Bethge Wolfgang A, Wilbur D Scott, Storb Rainer, Hamlin Donald K, Santos Erlinda B, Brechbiel Martin W, Sandmaier Brenda M
Clinical Research Division, Fred Hutchinson Cancer Research Center, Seattle, WA 98109-1024, USA.
Transplantation. 2004 Aug 15;78(3):352-9. doi: 10.1097/01.tp.0000128853.62545.b2.

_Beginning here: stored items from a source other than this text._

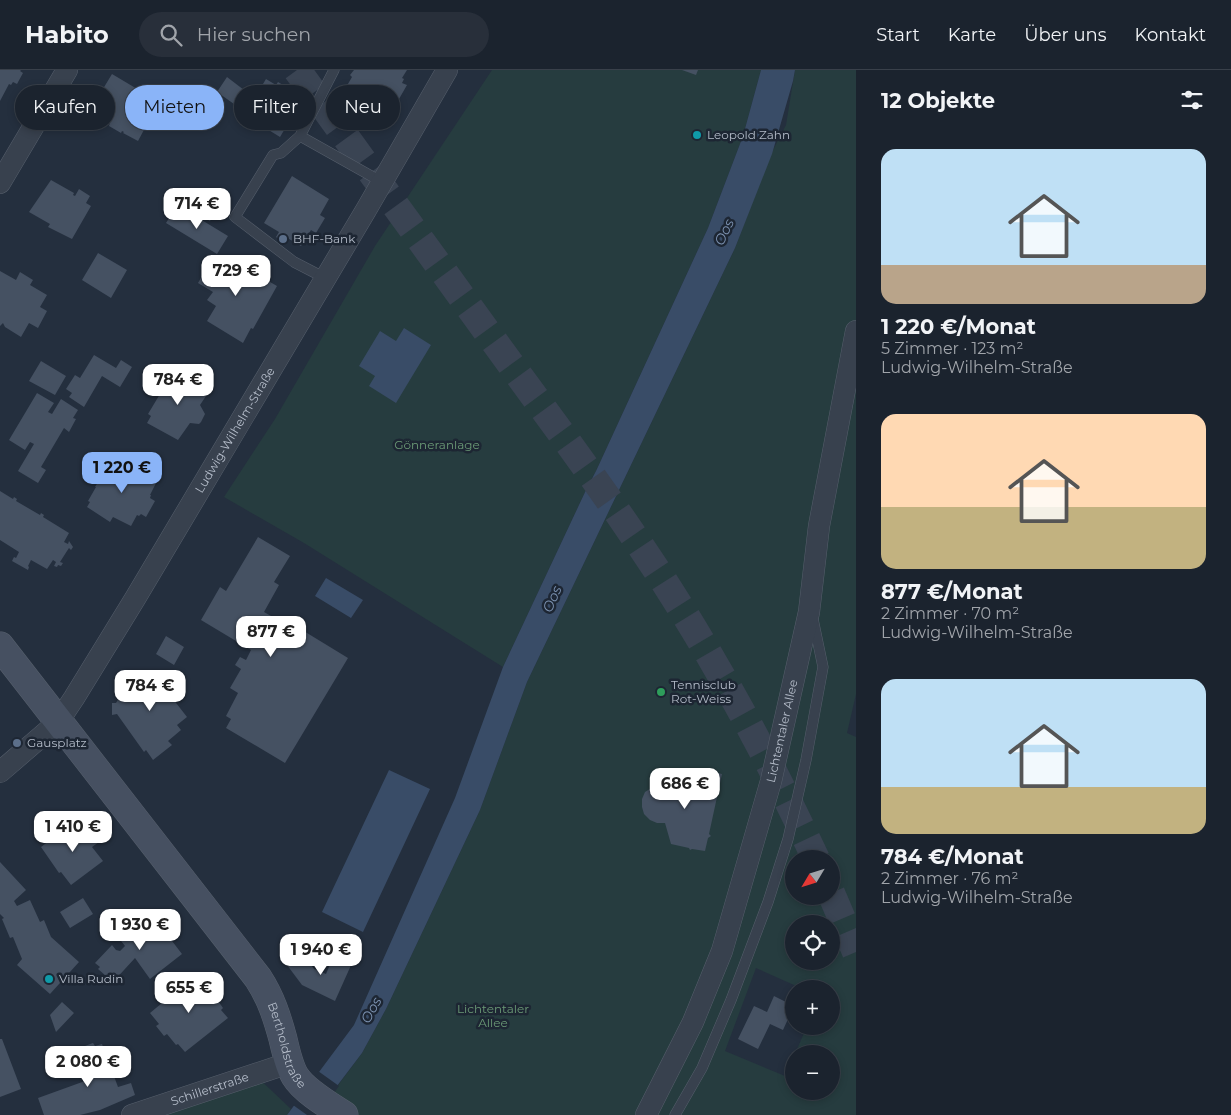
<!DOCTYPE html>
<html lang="de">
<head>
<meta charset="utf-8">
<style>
	body { margin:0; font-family:Montserrat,sans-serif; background:#282f3a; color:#f1f3f6; height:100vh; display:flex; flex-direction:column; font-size:19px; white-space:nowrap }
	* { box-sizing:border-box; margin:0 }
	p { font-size:16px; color:#a0a4aa }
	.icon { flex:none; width:28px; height:28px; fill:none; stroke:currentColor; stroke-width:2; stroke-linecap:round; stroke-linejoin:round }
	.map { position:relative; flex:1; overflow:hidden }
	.details { display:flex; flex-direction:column; background:#1b232e; width:375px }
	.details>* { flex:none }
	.hud { position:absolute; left:15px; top:15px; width:475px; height:45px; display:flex; gap:10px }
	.needle { width:32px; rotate:232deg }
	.controls { position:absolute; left:785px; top:780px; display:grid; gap:10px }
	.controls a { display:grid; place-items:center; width:55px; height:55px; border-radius:50%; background:#1b232e; box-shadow:0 2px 8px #0003,0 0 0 1px #39404a; font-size:25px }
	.price { position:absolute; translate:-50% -42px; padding:0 11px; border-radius:10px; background:#fff; color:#222; font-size:16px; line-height:32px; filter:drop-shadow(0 1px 2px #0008) }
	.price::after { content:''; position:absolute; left:50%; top:30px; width:15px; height:11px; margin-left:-8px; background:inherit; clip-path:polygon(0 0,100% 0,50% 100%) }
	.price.active { background:#8ab4f8; color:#111 }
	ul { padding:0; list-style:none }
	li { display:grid; align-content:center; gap:10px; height:265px; padding:0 25px }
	li span { display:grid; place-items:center; height:155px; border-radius:15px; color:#555 }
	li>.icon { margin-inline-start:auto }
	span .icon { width:90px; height:90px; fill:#fffc; stroke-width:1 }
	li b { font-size:21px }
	h2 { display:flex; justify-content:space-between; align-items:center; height:60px; padding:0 25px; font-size:21px }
	.chip { padding:0 18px; border-radius:22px; background:#1b232e; box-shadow:0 2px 8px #0003,0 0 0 1px #39404a; font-size:18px; line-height:45px }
	.chip.active { background:#8ab4f8; color:#111 }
	header { display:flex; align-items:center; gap:30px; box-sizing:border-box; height:70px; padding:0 25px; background:#1b232e; border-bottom:1px solid #39404a }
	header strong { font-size:24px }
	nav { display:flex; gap:28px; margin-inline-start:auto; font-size:18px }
	.search { width:350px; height:45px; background:#282f3a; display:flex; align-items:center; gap:12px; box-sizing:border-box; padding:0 18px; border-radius:28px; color:#a0a4aa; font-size:19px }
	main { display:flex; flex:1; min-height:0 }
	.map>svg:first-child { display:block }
	.green { fill:#263c3f; fill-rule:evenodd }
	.water { fill:#394c67 }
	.pier { fill:#242f3e }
	.building { fill:#455162 }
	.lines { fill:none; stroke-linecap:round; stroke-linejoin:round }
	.primary-tunnel { stroke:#3a4453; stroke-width:28; stroke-dasharray:28 14; stroke-linecap:butt }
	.service-casing { stroke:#565f6c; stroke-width:11 }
	.minor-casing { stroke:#565f6c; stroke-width:22 }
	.secondary-casing { stroke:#565f6c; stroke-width:29 }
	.service { stroke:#38414e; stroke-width:10 }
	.minor { stroke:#38414e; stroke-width:21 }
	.secondary { stroke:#465061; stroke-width:28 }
	.culture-dot { fill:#0f9aa8; stroke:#1d2633; stroke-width:2 }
	.service-dot { fill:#5c6f8a; stroke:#1d2633; stroke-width:2 }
	.leisure-dot { fill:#2e9e5b; stroke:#1d2633; stroke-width:2 }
	.labels { text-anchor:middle; stroke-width:5; stroke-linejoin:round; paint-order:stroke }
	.poi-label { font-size:12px; fill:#b4bcc9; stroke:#1d2633; text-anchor:start }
	.street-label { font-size:12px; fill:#b4bcc9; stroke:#1d2633 }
	.park-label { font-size:12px; fill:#6b9a76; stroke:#1d2633 }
	.water-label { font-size:14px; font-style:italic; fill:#7c92b1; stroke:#1d2633 }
</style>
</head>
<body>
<header>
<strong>Habito</strong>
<div class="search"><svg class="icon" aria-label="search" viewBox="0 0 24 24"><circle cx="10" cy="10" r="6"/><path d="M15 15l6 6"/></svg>Hier suchen</div>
<nav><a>Start</a><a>Karte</a><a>Über uns</a><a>Kontakt</a></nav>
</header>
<main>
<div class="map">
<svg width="856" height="1045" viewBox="0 0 856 1045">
	<rect width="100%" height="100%" fill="#242f3e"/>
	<!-- green -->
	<path class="green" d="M492 0H761L743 66 708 158 596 401 586 420 503 597 304 473 224 427 275 349 375 176Z
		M795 0H856V624L847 663 856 667V1045H316L362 983 386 939 480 740 527 612 735 178 771 84 786 55ZM794 789H831V826H794ZM794 854H831V891H794ZM756 898 803 919H831V956H807L795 984H831V1021H794V987L785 1006 725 981Z
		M254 1004 291 1039 287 1045H132Z"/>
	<!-- water -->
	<path class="water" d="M761 0H795L793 11 772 84 735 178 527 612 480 740 386 939 362 983 315 1045H287L354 955 455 728 503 597 586 420 596 401 708 158 743 66Z
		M404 258 431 275 396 333 369 316 375 306 359 296 380 261 396 271Z
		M326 508 363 530 351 548 315 526Z
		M389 700 430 719 363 862 322 842Z"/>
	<!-- pier -->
	<path class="pier" d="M318 1001 339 1016 318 1045H307L293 1035Z"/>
	<!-- building -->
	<path class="building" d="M0 0H21L20 1 23 3 17 14 13 12 11 15 9 14 0 31Z
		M354 0H407L402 8 404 9 402 13 407 15 399 29 394 26 392 29 391 27 377 48 371 45 370 47 362 42 363 40 358 37 363 29 345 19 352 7 350 5Z
		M682 0H698L696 5Z
		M112 4 159 32 138 71 123 63 124 62 122 61 121 63 109 56 110 53 89 42Z
		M227 7 244 20 234 34 217 22Z
		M266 9 276 15 278 12 293 21 291 24 302 30 287 58 286 57 280 67 244 45Z
		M292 106 329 129 320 145 325 148 316 163 311 160 301 176 284 166 281 171 276 167 279 162 264 153Z
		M51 110 74 123 73 125 75 126 79 119 90 126 86 133 91 136 72 169 48 157 50 154 29 142Z
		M191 118 220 134 210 151 181 134Z
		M177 135 228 166 217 184 166 153Z
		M98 183 127 200 111 228 82 210Z
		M213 187 228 196 232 190 277 216 253 259 251 258 243 273 207 251 216 236 207 230 213 222 198 213Z
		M0 201 16 210 20 202 33 210 30 215 47 225 40 237 47 241 38 258 29 253 21 267 5 257 3 253 0 256Z
		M94 285 116 298 121 290 132 297 120 317 102 306 84 337 69 327 72 323 66 319 75 305 80 308Z
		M41 291 66 306 55 325 29 311Z
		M189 303 202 311 198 317 208 323 200 335 205 344 201 352 199 354 190 353 178 370 147 353 151 346 148 344 166 314 169 316 176 304 185 309Z
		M37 323 54 333 48 342 52 344 61 329 78 340 73 348 76 349 69 362 64 358 41 397 46 400 38 413 18 401 34 374 30 372 25 380 9 370Z
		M113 388 127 396 128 393 145 403 143 405 156 413 150 425H151L150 428 155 431 146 447 141 444 139 446 137 445 131 456 113 447 110 452 87 437 90 432 88 431 96 417H95Z
		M0 421 13 429 14 427 17 429 16 431 40 445 41 443 44 445 43 447 69 463 64 472 68 474 69 471 73 477 71 480 69 478 67 481 60 492 63 493 61 496 58 495 57 497 54 496 56 492 53 490 47 499 31 490 28 496 29 497 28 500 12 491 14 487 16 488 19 482 0 470Z
		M258 467 290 486 274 512 279 515 264 542 287 555 289 552 348 588 285 693 226 658 231 649 226 646 238 623 230 618 241 599 235 595 240 587 246 590 251 580 201 550 220 517 226 521Z
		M166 566 184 577 174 595 156 584Z
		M135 600 150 609 156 604 167 618 176 611 184 621 173 629 187 647 177 655 181 660 168 671 172 675 153 690 146 680 144 682 117 644 112 645V633H116Z
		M698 698 722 704 709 764 711 766 708 768 705 781 692 779 690 780 689 778 671 774 665 753H657L650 750 644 744 642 737V729L645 722 656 715H667L674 720 679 726 682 724 692 726Z
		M72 753 82 765 89 759 99 772 92 777 103 791 71 815 61 802 59 803 41 777Z
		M0 792 26 820 14 831 17 836 30 830 40 852 44 850 51 867 79 892 50 924 17 895 22 889 13 867 10 868 2 849 4 848 0 844Z
		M83 828 93 844 70 858 60 842Z
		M133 850 141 861 156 850 182 884 150 909 135 888 113 912 98 899 100 897 95 893 112 875 116 880 120 881 125 876 118 867Z
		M303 884 314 899 326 904 334 885 352 893 335 931 302 915 287 895Z
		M198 906 217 927 216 928 223 938 221 940 228 948 185 982 178 974 176 975 167 964 164 966 156 956 159 954 150 943 186 913 187 914Z
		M774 926 794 936 783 960 770 954 758 979 738 969 754 936 767 942Z
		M62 932 74 943 56 962 50 945Z
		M0 969H2L21 1019 0 1027Z
		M93 973 95 976 102 974 118 1017 131 1013 135 1025 100 1040 80 1045H44L38 1028 85 1011 79 996V994L82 993 79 983 86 980 85 976Z"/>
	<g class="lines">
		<!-- primary-tunnel -->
		<path class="primary-tunnel" d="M297 0C369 99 440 197 512 296 583 393 655 490 715 595 752 658 785 723 816 789
			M831 823 856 882"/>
		<defs>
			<path id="service" d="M334 0 300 66 382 112
				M300 66 281 83 273 85 235 147 294 192 325 208
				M675 1045 702 998 731 930 768 832 788 769 806 690 823 597 813 549"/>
			<g id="minor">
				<path d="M0 113 67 0"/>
				<path id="s1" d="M0 702 58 652 74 628 136 527 366 140 447 0"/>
				<path id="s2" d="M132 1045 289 993"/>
				<path id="s3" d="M646 1045 693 952 722 881 771 711 809 542 819 456 856 261"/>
			</g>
			<g id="secondary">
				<path id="s4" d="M0 576 258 908C271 928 277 947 283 969 286 982 289 996 295 1006 304 1021 330 1036 344 1045"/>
			</g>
		</defs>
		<!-- service casing -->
		<use href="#service" class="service-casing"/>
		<!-- minor casing -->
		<use href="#minor" class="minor-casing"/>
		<!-- secondary casing -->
		<use href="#secondary" class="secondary-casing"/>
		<!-- service -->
		<use href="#service" class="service"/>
		<!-- minor -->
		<use href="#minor" class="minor"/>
		<!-- secondary -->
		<use href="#secondary" class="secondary"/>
	</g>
	<!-- markers -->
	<g class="culture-dot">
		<circle cx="697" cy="65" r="5"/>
		<circle cx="49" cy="909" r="5"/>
	</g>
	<g class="service-dot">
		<circle cx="283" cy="169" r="5"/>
		<circle cx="17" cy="673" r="5"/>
	</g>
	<circle class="leisure-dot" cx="661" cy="622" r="5"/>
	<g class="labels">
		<!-- poi labels -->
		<g class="poi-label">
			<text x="707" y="69">Leopold Zahn</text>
			<text x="293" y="173">BHF-Bank</text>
			<text x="671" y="619">Tennisclub<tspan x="671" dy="14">Rot-Weiss</tspan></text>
			<text x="27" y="677">Gausplatz</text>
			<text x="59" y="913">Villa Rudin</text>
		</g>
		<!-- street labels -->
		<g class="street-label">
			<text dy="4" stroke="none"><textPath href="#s1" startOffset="418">Ludwig-Wilhelm-Straße</textPath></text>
			<text dy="4" stroke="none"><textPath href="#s3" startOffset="409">Lichtentaler Allee</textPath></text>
			<text dy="4" stroke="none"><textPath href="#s4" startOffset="494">Bertholdstraße</textPath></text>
			<text dy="4" stroke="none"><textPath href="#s2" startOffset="82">Schillerstraße</textPath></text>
		</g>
		<!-- park labels -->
		<g class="park-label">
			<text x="437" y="379">Gönneranlage</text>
			<text x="493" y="943">Lichtentaler<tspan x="493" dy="14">Allee</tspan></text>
		</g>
		<!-- water labels -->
		<g class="water-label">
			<text transform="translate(724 162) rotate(-65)" y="5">Oos</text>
			<text transform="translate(552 529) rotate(-66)" y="5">Oos</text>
			<text transform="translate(371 940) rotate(-61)" y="5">Oos</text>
		</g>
	</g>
</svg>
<div class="controls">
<a><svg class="needle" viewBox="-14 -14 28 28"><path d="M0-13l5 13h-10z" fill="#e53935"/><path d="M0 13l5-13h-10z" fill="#a0a4aa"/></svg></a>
<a><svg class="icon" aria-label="locate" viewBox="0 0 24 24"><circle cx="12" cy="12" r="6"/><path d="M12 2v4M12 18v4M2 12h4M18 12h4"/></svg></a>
<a>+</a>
<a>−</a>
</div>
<b class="price" style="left:197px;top:160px">714 €</b>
<b class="price" style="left:236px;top:227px">729 €</b>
<b class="price" style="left:178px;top:336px">784 €</b>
<b class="price active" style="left:122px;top:424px">1 220 €</b>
<b class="price" style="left:271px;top:588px">877 €</b>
<b class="price" style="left:150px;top:642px">784 €</b>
<b class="price" style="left:685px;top:740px">686 €</b>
<b class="price" style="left:73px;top:783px">1 410 €</b>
<b class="price" style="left:140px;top:881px">1 930 €</b>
<b class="price" style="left:321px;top:906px">1 940 €</b>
<b class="price" style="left:189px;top:944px">655 €</b>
<b class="price" style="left:88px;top:1018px">2 080 €</b>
<div class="hud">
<a class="chip">Kaufen</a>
<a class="chip active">Mieten</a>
<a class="chip">Filter</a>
<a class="chip">Neu</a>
</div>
</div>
<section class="details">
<h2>12 Objekte<svg class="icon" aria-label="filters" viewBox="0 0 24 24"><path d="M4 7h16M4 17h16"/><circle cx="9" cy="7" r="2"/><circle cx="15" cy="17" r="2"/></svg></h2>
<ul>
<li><span style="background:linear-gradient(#bfe0f5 75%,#b9a48a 0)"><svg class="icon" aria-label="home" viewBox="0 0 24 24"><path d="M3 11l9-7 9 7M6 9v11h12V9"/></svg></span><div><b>1 220 €/Monat</b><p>5 Zimmer · 123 m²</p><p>Ludwig-Wilhelm-Straße</p></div></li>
<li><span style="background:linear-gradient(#ffd9b3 60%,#c2b280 0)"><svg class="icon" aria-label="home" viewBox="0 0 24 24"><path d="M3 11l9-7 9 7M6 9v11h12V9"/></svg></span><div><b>877 €/Monat</b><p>2 Zimmer · 70 m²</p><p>Ludwig-Wilhelm-Straße</p></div></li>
<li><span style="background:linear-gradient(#bfe0f5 70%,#c2b280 0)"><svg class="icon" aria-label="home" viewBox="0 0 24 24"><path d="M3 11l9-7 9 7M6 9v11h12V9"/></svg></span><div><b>784 €/Monat</b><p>2 Zimmer · 76 m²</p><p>Ludwig-Wilhelm-Straße</p></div></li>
</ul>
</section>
</main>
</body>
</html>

Using a canine model of nonmyeloablative hematopoietic cell transplantation (HCT), the authors demonstrated that pretransplant radioimmunotherapy with the alpha-emitter bismuth-213 (Bi) coupled to anti-CD45 or anti-T-cell receptor alphabeta (TCRalphabeta) monoclonal antibodies (mAb), together with postgrafting immunosuppression with mycophenolate mofetil (MMF) and cyclosporine A (CsA), achieved stable engraftment of dog leukocyte antigen (DLA)-identical marrow. Engraftment was achieved with doses of 3.6 to 8.8 mCi/kg Bi, but signs of liver toxicity were noted in all dogs. To find a safe and effective dose for further trials, the authors performed a dose deescalation study in 15 dogs with 2.7 to 0.8 mCi/kg Bi.
Bi was linked to the mAb using the metal-binding chelate CHX-A"-DTPA. All dogs received three to six injections of Bi linked to anti-CD45 or anti-TCRalphabeta mAb followed by marrow grafts from DLA-identical littermates and postgrafting MMF and CsA.
During follow-up of greater than 30 weeks, engraftment remained stable in all evaluable dogs conditioned with 1.4 to 2.1 mCi/kg Bi-anti-CD45 or 2.0 to 2.7 mCi/kg Bi-anti-TCRalphabeta. Only one dog conditioned with 1.5 mCi/kg Bi-anti-TCRalphabeta had stable engraftment, whereas two rejected their grafts. In both groups, all dogs conditioned with less than 1.3 mCi/kg Bi rejected their grafts. No signs of graft-versus-host disease or other toxicities were noted. Only mild and transient elevation of liver function tests occurred in 4 of 15 dogs.
This study demonstrates that dose deescalation of radioimmunotherapy with Bi labeled to anti-CD45 or anti-TCRalphabeta as conditioning for nonmyeloablative HCT minimizes toxicity without compromising engraftment. With a dose of 2 mCi/kg Bi, further trials using radioimmunotherapy with Bi for nonmyeloablative HCT seem feasible.
作者利用犬类非清髓性造血细胞移植(HCT)模型证明,移植前使用与抗CD45或抗T细胞受体αβ(TCRαβ)单克隆抗体(mAb)偶联的α发射体铋-213(Bi)进行放射免疫治疗,联合移植后使用霉酚酸酯(MMF)和环孢素A(CsA)进行免疫抑制,可实现犬白细胞抗原(DLA)匹配的骨髓稳定植入。使用3.6至8.8 mCi/kg的Bi剂量可实现植入,但所有犬均出现肝毒性迹象。为了找到进一步试验的安全有效剂量,作者对15只犬进行了剂量递减研究,Bi剂量为2.7至0.8 mCi/kg。
使用金属螯合剂CHX-A”-DTPA将Bi与mAb连接。所有犬接受三至六次与抗CD45或抗TCRαβ mAb偶联的Bi注射,随后接受来自DLA匹配的同窝仔犬的骨髓移植以及移植后MMF和CsA治疗。
在超过30周的随访期间,所有接受1.4至2.1 mCi/kg Bi-抗CD45或2.0至2.7 mCi/kg Bi-抗TCRαβ预处理的可评估犬的植入情况保持稳定。仅一只接受1.5 mCi/kg Bi-抗TCRαβ预处理的犬植入稳定,而两只犬排斥了移植。在两组中,所有接受低于1.3 mCi/kg Bi预处理的犬均排斥了移植。未观察到移植物抗宿主病或其他毒性迹象。15只犬中有4只仅出现肝功能检查轻度和短暂升高。
本研究表明,以与抗CD45或抗TCRαβ偶联的Bi进行放射免疫治疗作为非清髓性HCT的预处理进行剂量递减,可在不影响植入的情况下将毒性降至最低。使用2 mCi/kg Bi的剂量,进一步开展使用Bi进行非清髓性HCT放射免疫治疗的试验似乎是可行的。